CHAPITRE 4 — Les traces qui restent

4 min read

A

Je n’ai pas ramassé le téléphone tout de suite.

Je suis restée figée.

Debout, au milieu du trottoir, comme si mon corps avait oublié comment fonctionner correctement.

Les passants continuaient à marcher autour de moi.

Un flux normal.

Un monde normal.

Moi, au milieu, avec une fissure invisible dans la réalité.

Le téléphone vibrait encore au sol.

Une fois.

Puis plus rien.

Silence.

Je finis par m’accroupir lentement.

Mes doigts tremblent quand je le récupère.

L’écran est fissuré, mais il fonctionne encore.

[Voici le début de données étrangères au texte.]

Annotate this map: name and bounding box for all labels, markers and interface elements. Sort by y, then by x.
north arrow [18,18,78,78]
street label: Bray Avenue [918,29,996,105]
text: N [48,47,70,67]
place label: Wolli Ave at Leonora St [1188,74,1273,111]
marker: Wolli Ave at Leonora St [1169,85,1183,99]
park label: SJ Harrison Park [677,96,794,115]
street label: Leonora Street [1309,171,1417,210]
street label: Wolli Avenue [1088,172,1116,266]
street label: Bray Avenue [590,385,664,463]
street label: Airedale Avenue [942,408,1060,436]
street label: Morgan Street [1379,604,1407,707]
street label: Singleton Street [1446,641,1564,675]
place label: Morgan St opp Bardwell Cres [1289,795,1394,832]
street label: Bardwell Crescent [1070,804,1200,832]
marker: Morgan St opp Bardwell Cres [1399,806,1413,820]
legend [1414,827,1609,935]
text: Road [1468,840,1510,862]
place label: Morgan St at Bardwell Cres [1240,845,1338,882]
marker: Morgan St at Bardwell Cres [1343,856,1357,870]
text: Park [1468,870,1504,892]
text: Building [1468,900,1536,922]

Le message est toujours là.

“Tu te souviens maintenant ?”

Je bloque ma respiration.

— C’est pas réel… c’est pas réel…

Mais ma voix sonne creuse.

Comme si elle ne m’appartenait pas.

Je verrouille le téléphone.

Je le rallume.

Même message.

Je supprime la conversation.

Elle revient.

Je supprime encore.

Elle revient encore.

Mon cœur accélère.

Je jette le téléphone dans mon sac comme s’il pouvait me brûler.

Et je me mets à marcher vite.

Trop vite.

Je ne sais pas exactement ce que je cherche.

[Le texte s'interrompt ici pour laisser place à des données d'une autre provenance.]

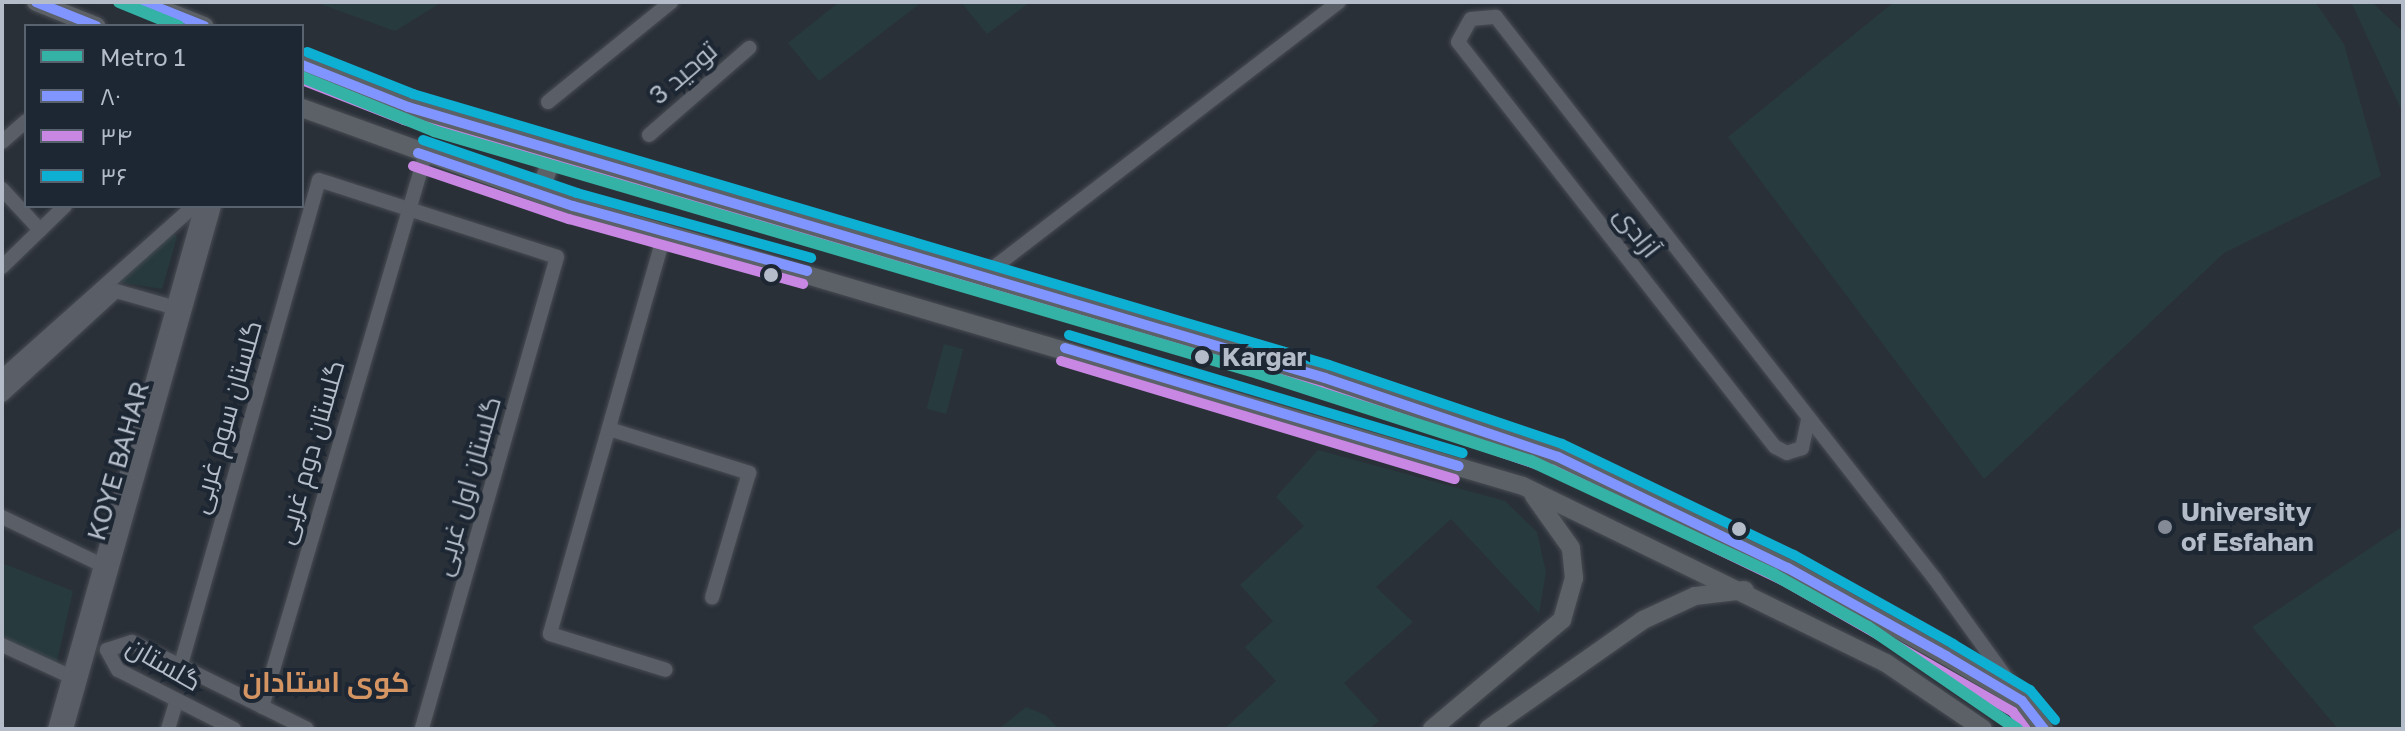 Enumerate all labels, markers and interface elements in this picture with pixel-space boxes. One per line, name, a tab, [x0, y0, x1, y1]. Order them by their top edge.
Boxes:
legend	[24, 24, 304, 208]
street label: توحید 3	[643, 35, 723, 111]
text: Metro 1	[100, 42, 185, 71]
text: ۸۰	[100, 81, 121, 110]
text: ۳۴	[100, 121, 132, 150]
text: ۳۶	[100, 161, 128, 190]
street label: آزادی	[1607, 200, 1667, 264]
unlabelled marker	[763, 267, 779, 283]
street label: گلستان سوم غربی	[184, 317, 268, 517]
place label: Kargar	[1222, 341, 1307, 373]
marker: Kargar	[1189, 344, 1215, 370]
street label: گلستان دوم غربی	[269, 357, 351, 547]
street label: KOYE BAHAR	[80, 378, 156, 544]
street label: گلستان اول غربی	[426, 393, 508, 579]
place label: University of Esfahan	[2181, 496, 2314, 558]
marker: University of Esfahan	[2156, 518, 2174, 536]
unlabelled marker	[1731, 521, 1747, 537]
street label: گلستان	[121, 630, 207, 698]
district label: کوی استادان	[243, 665, 409, 699]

Peut-être une preuve inverse.

Quelque chose qui me prouve que tout ça n’existe pas.

Ou quelqu’un.

Quelqu’un qui me dirait : non, tu n’as pas été là-bas. Non, tu n’as pas vu cet homme. Non, tu n’as jamais eu cette marque.

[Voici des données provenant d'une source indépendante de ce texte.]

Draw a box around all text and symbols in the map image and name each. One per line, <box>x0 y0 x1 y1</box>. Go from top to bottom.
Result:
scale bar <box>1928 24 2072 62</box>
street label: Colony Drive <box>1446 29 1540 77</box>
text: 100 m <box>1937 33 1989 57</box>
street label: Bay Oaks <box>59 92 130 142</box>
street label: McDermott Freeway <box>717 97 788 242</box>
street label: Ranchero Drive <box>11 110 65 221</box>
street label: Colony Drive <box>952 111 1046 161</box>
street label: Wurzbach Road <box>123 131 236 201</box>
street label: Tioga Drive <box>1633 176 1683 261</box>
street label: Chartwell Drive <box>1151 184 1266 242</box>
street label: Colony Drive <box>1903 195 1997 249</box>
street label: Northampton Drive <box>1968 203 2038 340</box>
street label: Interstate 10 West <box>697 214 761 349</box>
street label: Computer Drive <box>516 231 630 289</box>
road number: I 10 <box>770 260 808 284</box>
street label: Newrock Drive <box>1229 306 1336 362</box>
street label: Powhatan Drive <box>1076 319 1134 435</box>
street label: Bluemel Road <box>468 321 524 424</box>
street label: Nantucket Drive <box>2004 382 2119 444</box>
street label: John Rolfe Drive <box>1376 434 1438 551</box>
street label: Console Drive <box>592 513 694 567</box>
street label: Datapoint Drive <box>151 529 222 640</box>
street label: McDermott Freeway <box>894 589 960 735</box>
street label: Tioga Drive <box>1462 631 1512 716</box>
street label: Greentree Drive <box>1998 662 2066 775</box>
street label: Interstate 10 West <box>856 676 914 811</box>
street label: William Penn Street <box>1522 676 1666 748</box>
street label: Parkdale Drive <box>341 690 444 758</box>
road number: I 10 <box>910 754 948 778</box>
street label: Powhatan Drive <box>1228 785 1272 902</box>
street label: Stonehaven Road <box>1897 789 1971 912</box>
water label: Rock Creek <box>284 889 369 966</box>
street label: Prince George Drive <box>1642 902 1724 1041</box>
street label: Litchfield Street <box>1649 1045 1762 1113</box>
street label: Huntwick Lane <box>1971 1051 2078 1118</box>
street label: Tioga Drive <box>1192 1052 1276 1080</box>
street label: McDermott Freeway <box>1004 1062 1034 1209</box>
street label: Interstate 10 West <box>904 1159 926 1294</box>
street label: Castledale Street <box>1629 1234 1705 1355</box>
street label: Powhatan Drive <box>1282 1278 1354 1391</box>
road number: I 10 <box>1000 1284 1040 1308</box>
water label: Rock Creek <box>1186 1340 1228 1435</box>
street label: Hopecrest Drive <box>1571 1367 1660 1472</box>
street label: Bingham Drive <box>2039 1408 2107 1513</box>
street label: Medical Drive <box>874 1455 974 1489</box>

Je traverse Paris sans vraiment la voir.

Les rues sont pleines, bruyantes, vivantes.

Mais tout semble… décalé.

Comme si je regardais un monde légèrement mal synchronisé avec le mien.

Je finis par m’arrêter devant un café.

Un endroit banal.

Trop banal pour être dangereux.

Je commande un café sans vraiment réfléchir.

Ma main tremble encore quand je tends la monnaie.

— Ça va ? me demande la serveuse.

Je sursaute.

Comme si la question était suspecte.

— Oui… oui, désolée.

Je m’éloigne avec le gobelet brûlant.

Et je m’assois à une table dehors.

Je fixe la rue.

Je cherche.

Sans savoir quoi.

Et puis je me souviens.

Léa.

Elle.

Si quelque chose a existé hier, elle devrait le savoir.

Elle répond toujours vite.

Toujours.

Je sors mon téléphone avec hésitation.

Je tape son prénom.

Conversation vide.

Vide totale.

Aucun message.

Aucune trace.

Je fronce les sourcils.

— Non… non, on parle tous les jours…

Je remonte dans mes contacts.

Elle est toujours là.

J’appuie.

Appel.

Une sonnerie.

Deux.

Trois.

Elle décroche.

— Allô ?

Sa voix.

Normale.

Stable.

Réelle.

Je souffle presque de soulagement.

— Léa… c’est moi.

Petit silence.

— Oui je sais… ça va ?

Je me crispe légèrement.

— Est-ce que… est-ce que tu te souviens d’hier soir ?

Silence.

Un peu plus long.

— Hier soir ? dit-elle lentement.

— Oui. Moi… dehors. La ruelle. Je…

Je m’interromps.

Même en le disant, ça sonne absurde.

— T’étais chez toi, non ? reprend-elle.

Je cligne des yeux.

— Non… j’étais dehors. On s’est parlé.

— Non.

Un mot.

Sec.

Simple.

Je me redresse.

— Comment ça “non” ?

— On ne s’est pas parlé hier. Et tu sors rarement le soir toute seule, tu détestes ça.

Mon sang se refroidit.

— Mais si, je t’ai appelée…

— Non.

Silence.

Puis elle ajoute, plus doucement :

— T’es sûre que ça va ?

Je ne réponds pas.

Parce que ma gorge s’est serrée trop fort.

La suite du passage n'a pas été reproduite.